Angel Blue como Margarita Xirgu em cena de "Ainadamar" - Divulgação/Marty Sohl/Met Opera

A estreia de Deborah Colker na direção de uma produção do Metropolitan Opera, em Nova York, foi recebida com casa cheia e aplausos de seis minutos e meio ao cair do pano, na última terça.

Haverá sem dúvida debates sobre a legitimidade de “Ainadamar” (composta pelo argentino Osvaldo Golijov, sobre libreto do americano David Henry Hwang) no principal palco lírico dos EUA, uma vez que a obra têm características musicais que desafiam muito do gosto pelo qual o público (e os doadores milionários) da casa são especialmente famosos.

Mas a encenação de Colker — uma das maiores apostas de Peter Gelb, diretor geral do Met, para trazer frescor e vivacidade ao palco lírico do Lincoln Center — provou que o raciocínio cênico típico de seus espetáculos de dança também funciona com ópera, um animal conhecido por ser muito mais lento em seus movimentos.

O libreto de Hwang, de forte comentário antifascista, explica que “Ainadamar” significa “fonte de lágrimas”, e o maior trunfo da produção foi tornar a ópera o mais líquida possível.

Para isso, a cenografia ágil do inglês Jon Bausor (também responsável pelos belos figurinos) desprezou a ideia de bastidores de um teatro uruguaio e criou uma câmara de memórias por meio de uma grande cortina circular de um branco translúcido, que envolve o centro do palco e recebe projeções do israelense Tal Rosner.

É por ela que a personagem da atriz Margarita Xirgù (Angel Blue, soprano americana vencedora do Grammy) conta a sua aluna Nuria (Elena Villalón, também soprano e americana) a memória trágica de sua amizade com o poeta Federico García Lorca (Daniela Mack, mezzo argentina, em extraordinária atuação cênica), que foi perseguido e executado pela Falange fascista à época da Guerra Civil Espanhola, nos anos 1930, por ser considerado subversivo e por sua homossexualidade.

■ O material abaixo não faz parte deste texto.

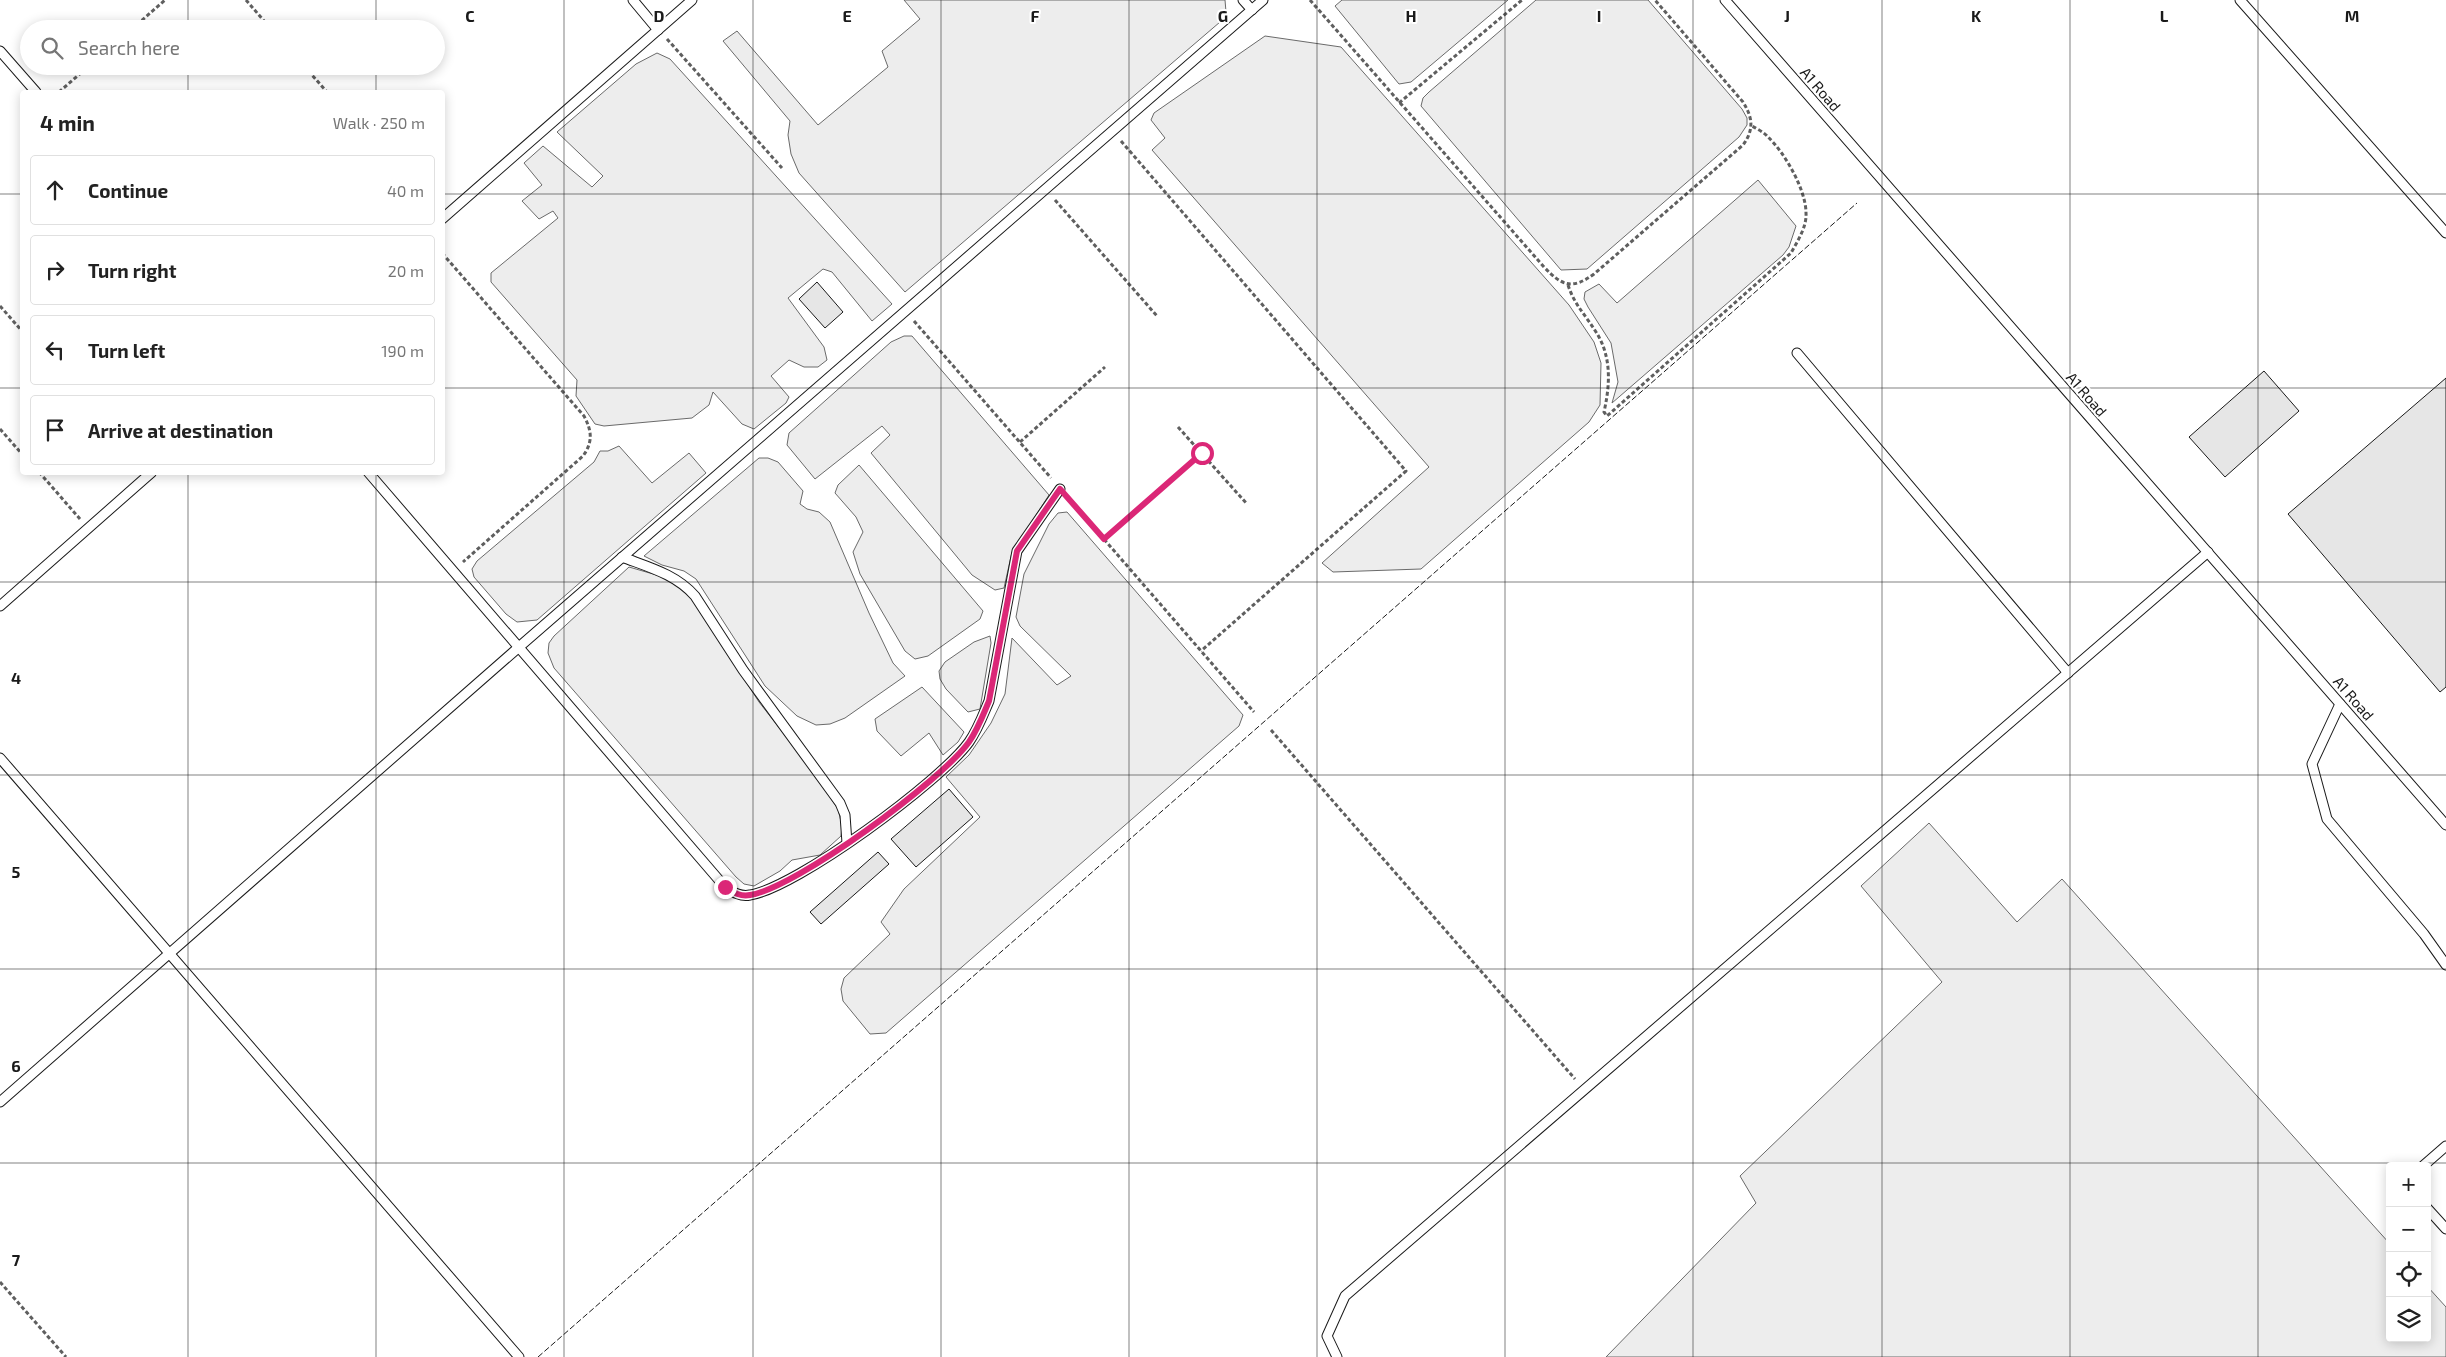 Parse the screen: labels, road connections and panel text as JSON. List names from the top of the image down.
{
  "streets": {
    "lane": ["A1 Road"]
  },
  "page": {
    "search": "Search here",
    "heading": ["4 min", "Walk · 250 m"],
    "list": [
      ["Continue", "40 m"],
      ["Turn right", "20 m"],
      ["Turn left", "190 m"],
      "Arrive at destination"
    ],
    "map_buttons": ["+", "−"]
  },
  "grid": {
    "columns": [
      "C",
      "D",
      "E",
      "F",
      "G",
      "H",
      "I",
      "J",
      "K",
      "L",
      "M"
    ],
    "rows": [
      "4",
      "5",
      "6",
      "7"
    ]
  }
} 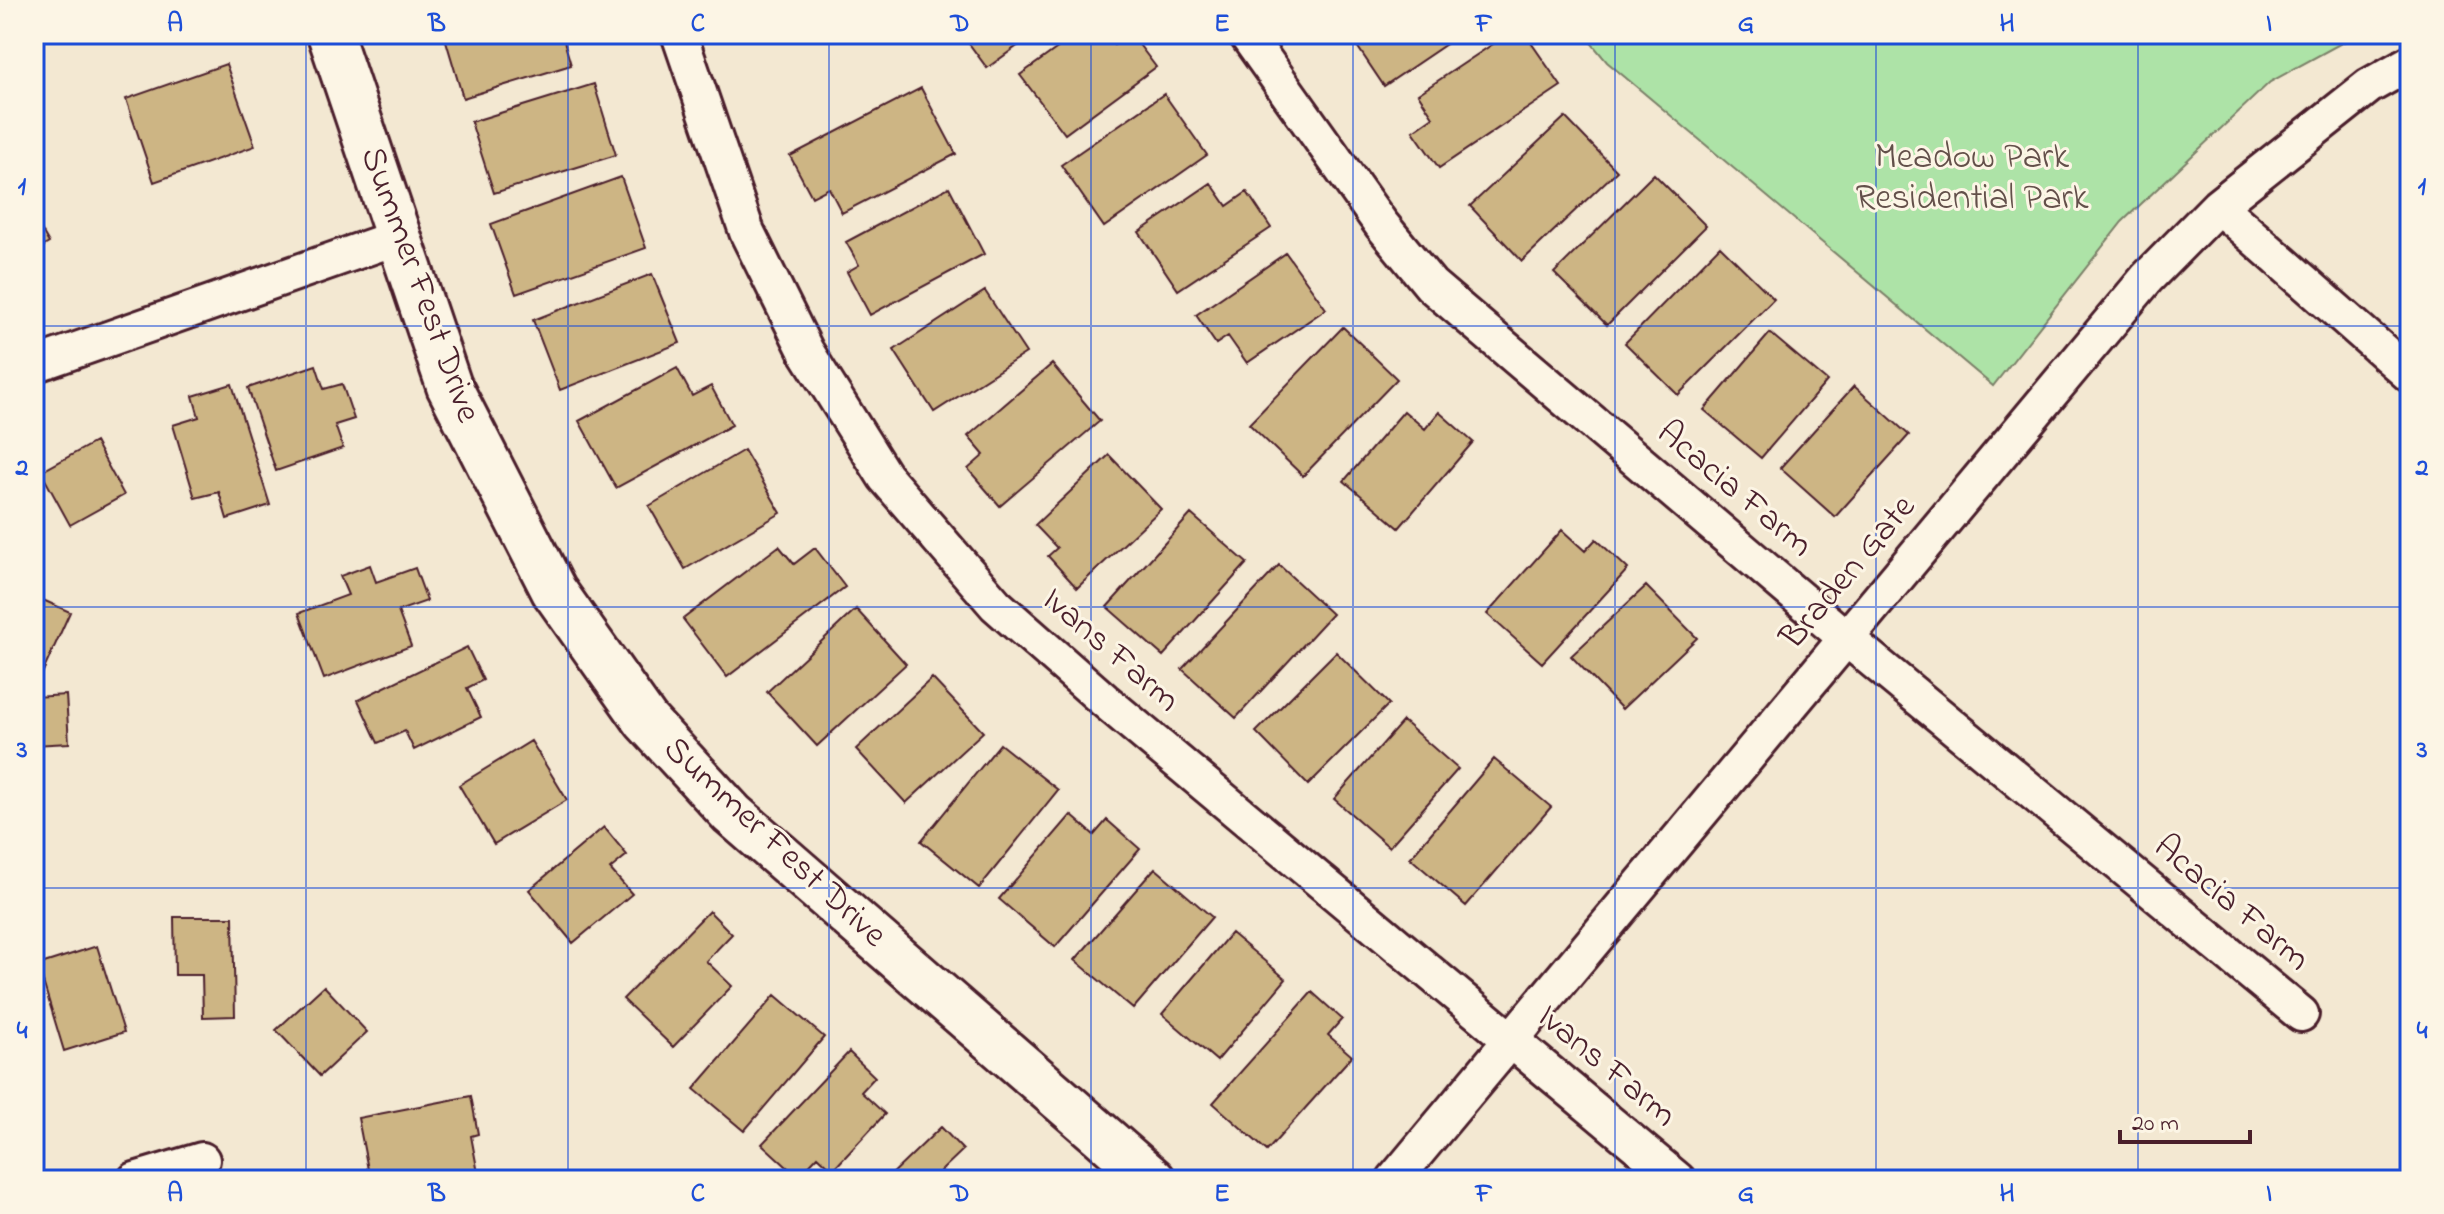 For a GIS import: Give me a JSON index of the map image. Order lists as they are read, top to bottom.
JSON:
{
  "streets": {
    "street": [
      "Summer Fest Drive",
      "Acacia Farm",
      "Braden Gate",
      "Ivans Farm"
    ]
  },
  "crossings": [
    ["Acacia Farm", "Braden Gate"],
    ["Braden Gate", "Ivans Farm"]
  ],
  "parks": ["Meadow Park Residential Park"],
  "scale_bar": "20 m",
  "grid": {
    "columns": [
      "A",
      "B",
      "C",
      "D",
      "E",
      "F",
      "G",
      "H",
      "I"
    ],
    "rows": [
      "1",
      "2",
      "3",
      "4"
    ]
  }
}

O espetáculo se inicia com forte sensação de teatro musical, com bailarinas e cantoras em sincronia e forte gestual de braços “atacando” a plateia.

Aos poucos, a melancolia de Xirgù e a compaixão de Nuria começam a se destacar dentro do coro de inspiração flamenca, escavando a profundidade emocional da cena e se reconhecendo como drama.

Dentro da câmara, quatro tablados altos passam a se reconfigurar, remetendo a experiências anteriores de Colker como em “Cruel” e até mesmo na recente “Sagração”.

Num dos momentos mais marcantes do espetáculo, os tablados que serviram antes como mesas de bar — e, na vertical, como pedestais de quatro estátuas viva — são amontoados junto com 18 longas varas no centro da câmara, formando uma barricada irregular, em que se duas pequenas “rampas” se cruzam.

Por essas rampas, Colker ousa ao fazer Blue (uma mulher de 1,85m e compleição robusta) caminhar e cantar descalça até pousar no chão, numa cena de risco real que resultou em leveza de Cirque du Soleil, apoiada por um par de bailarinos.

Também é ali que o cantor flamenco Alberto Tejada, microfonado, dominará a cena como o militar Ramón Ruiz Alonso, perseguidor de Lorca.

Como num time de futebol moderno, em que atacantes ajudam a recuperar a bola e zagueiros são convidados a construir o ataque, os cantores são intensamente convocados a participar da ação, inclusive nos números de dança.

Todo esse dinamismo físico, aliado às reconfigurações magistrais dos tablados — com o obrigatório destaque final da cena em dupla cruz da execução de Lorca, realçada pela iluminação de Paul Keogan — se traduziu num espetáculo de coesão dramática e contínua força poética e política, driblando a sensação de epílogo prolixo que a ópera de Golijov já revelara em outras produções, como as de São Paulo em 2015 e 2023.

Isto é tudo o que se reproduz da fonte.